法華狼の日記

他名義は“ほっけ”等。主な話題は、アニメやネットや歴史認識の感想。ときどき著名人は敬称略。

『ドラえもん』正義の味方セルフ仮面/いそうろうジャイアン/友だちになってチョンマゲ

まずは一週間前、原作初期で印象的な短編セルフ仮面を30分にふくらました「正義の味方セルフ仮面」。
よく知られた秘密道具を応用した、しゃれたSFだったセルフ仮面の裏側を描いていて*1、なかなか楽しめた。映像で嘘をついたのは残念だったが、前半CM入り前と結末を重ねあわせるオチが面白い。
しかし、格好いいヒーローとその真実という落差を演出するためには、登場ポーズくらいは格好よくしてほしかったところ。
あと、自分で自分を助ける原作テーマに合わせたとはいえ、のび太に鏡写しな幼児が成長するアニメオリジナル展開が、ちょっと無理やりだったかな。原作はドライな教訓をふくんでいるのに対し、アニメの感動がウェットすぎる。
脚本は岡部優子。「ぼくよりダメなやつが来た」*2のようにウェットな面がある原作では良い改変をしていたのだが、今回は合わなかった感がある。

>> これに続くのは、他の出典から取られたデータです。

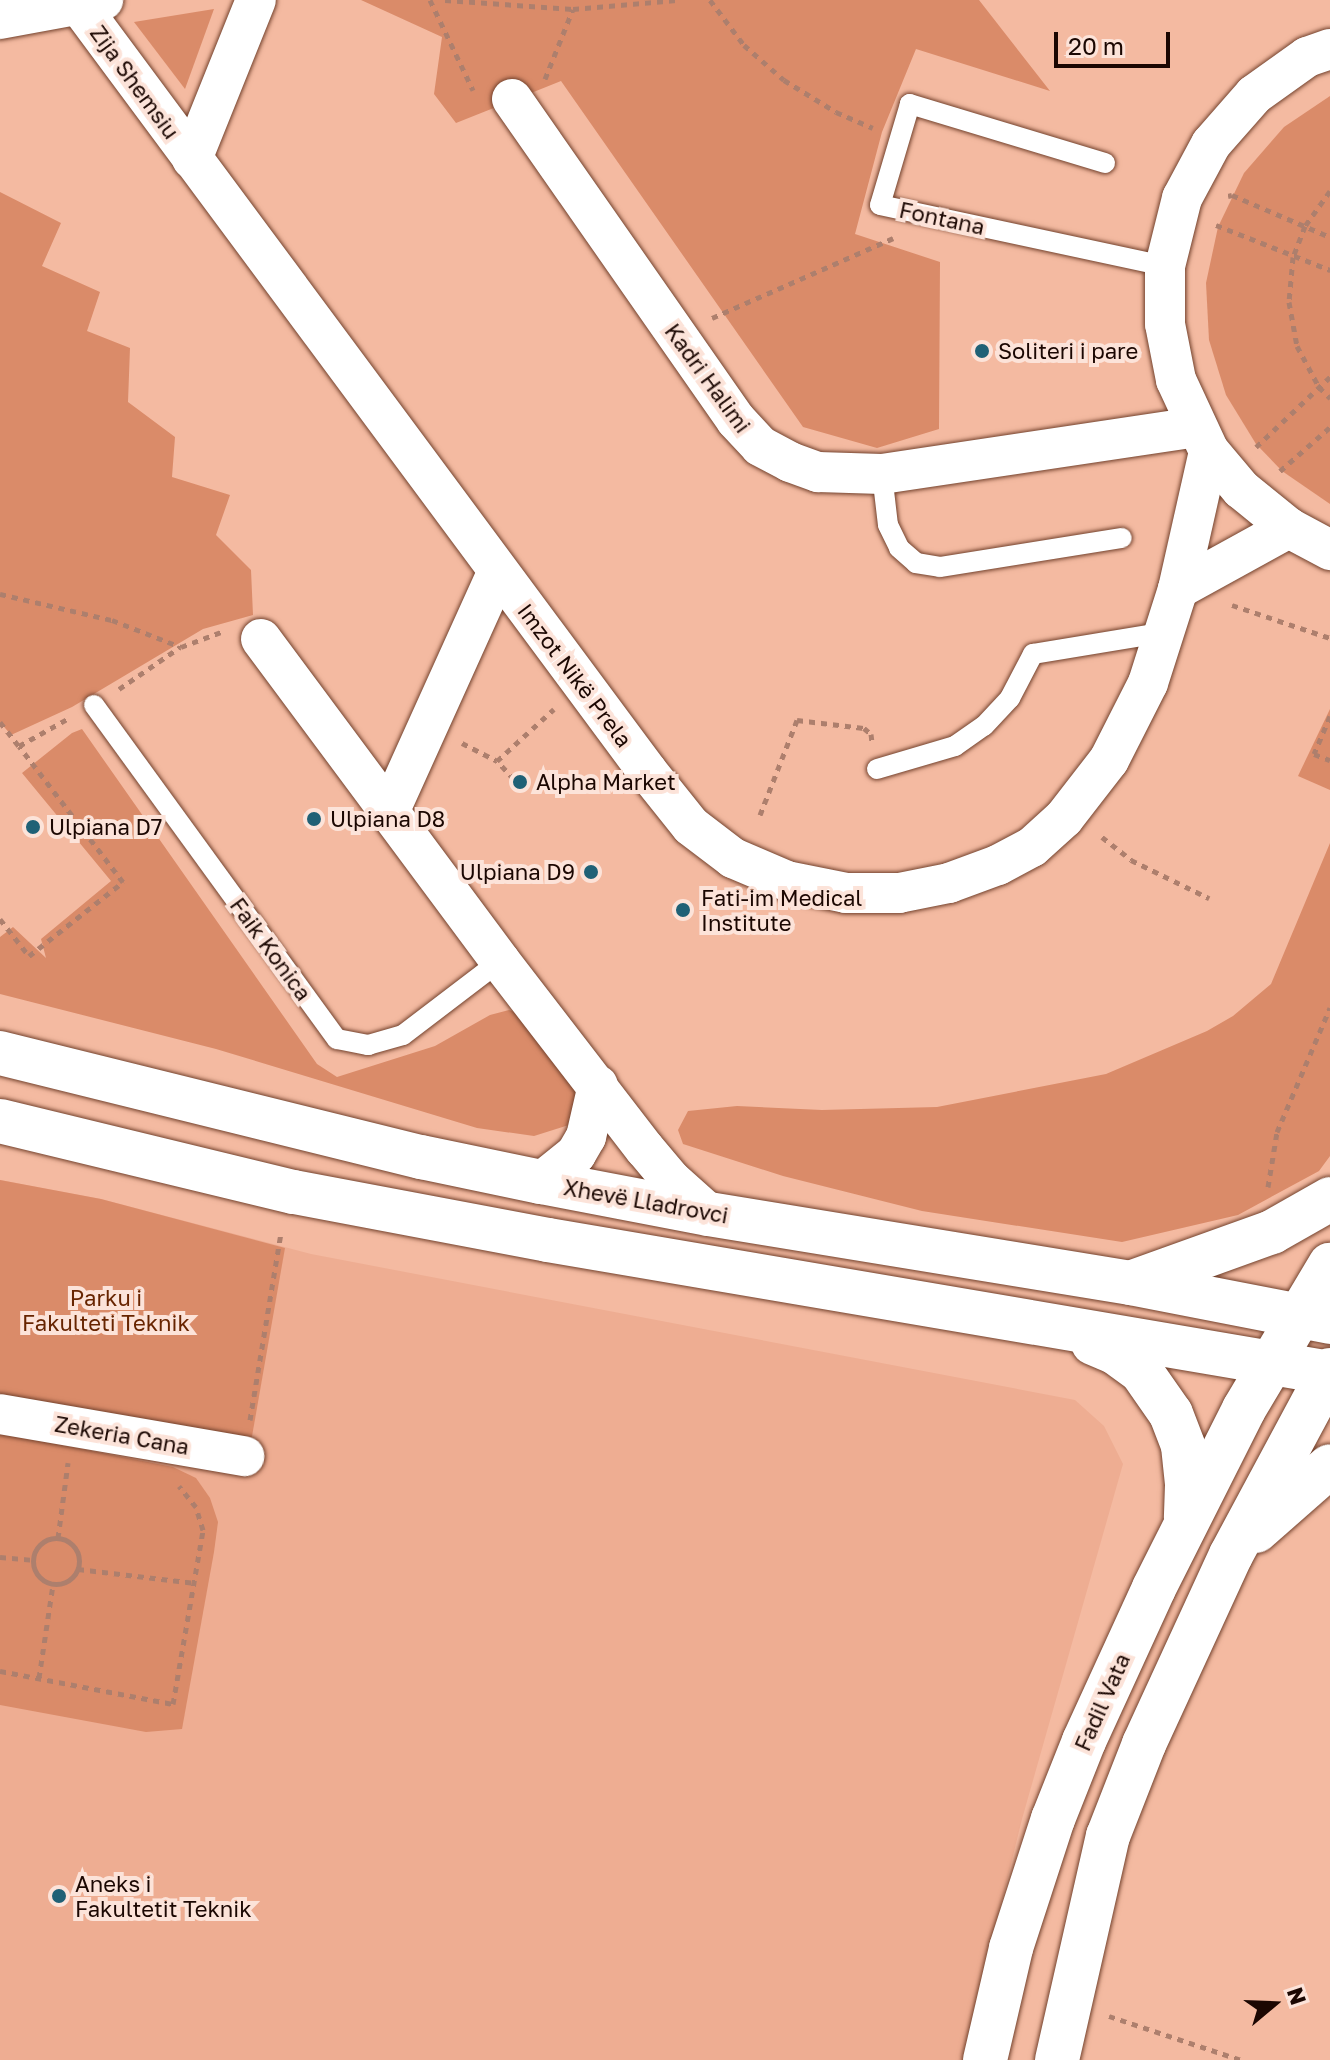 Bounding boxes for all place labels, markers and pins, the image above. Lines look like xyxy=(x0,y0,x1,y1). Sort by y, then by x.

今週は「ジャイアン誕生日スペシャル」で、前後半ともにアニメオリジナルストーリー。
「いそうろうジャイアン」はジャイアンスペシャル回。家出したジャイアン野比家に居座ってしまう。予想通りに感動的なところへ落着したが、のび太ドラえもんは事情をよく知らないままで、ジャイアンの内面だけで決着したので押しつけがましくない。
「友だちになってチョンマゲ」は、知人の知人をたぐっていって、有名人にたのみを聞いてもらう秘密道具というアイデアが素晴らしい。知人の知人を経れば、7人ほどで世界中の誰とでも繋がりを持てるという、一種の数学的比喩表現*3を率直に映像化する。藤子F作品らしい科学的思考のプリミティブな興奮にあふれており、意外な接点が存在する人間関係の面白さもあり、様々な舞台を移動する映像的な楽しみもある。現実では、知人の知人の知人……という遠さでたのみを聞いてもらえるはずはないが、それをクリアするのが秘密道具というガジェットだ。チョンマゲのダジャレデザインはどうかと思ったが、しずちゃんが被って恥ずかしがる場面に活かされていた。

*1:原作では裏側を読者の想像にゆだねていた。

*2:http://d.hatena.ne.jp/hokke-ookami/20080718/1216506023http://d.hatena.ne.jp/hokke-ookami/20080719/1216506410

*3:現実に妥当性のある考えでもある。たとえば、本人とは一面識もないが、知人の知人の知人にアニメ『ふたりはプリキュア』の西尾大介監督がいるし、また別の知人の知人の知人の知人の知人くらいに平成天皇が来る。どちらもかなり濃い人間関係に限定してもたどりつく。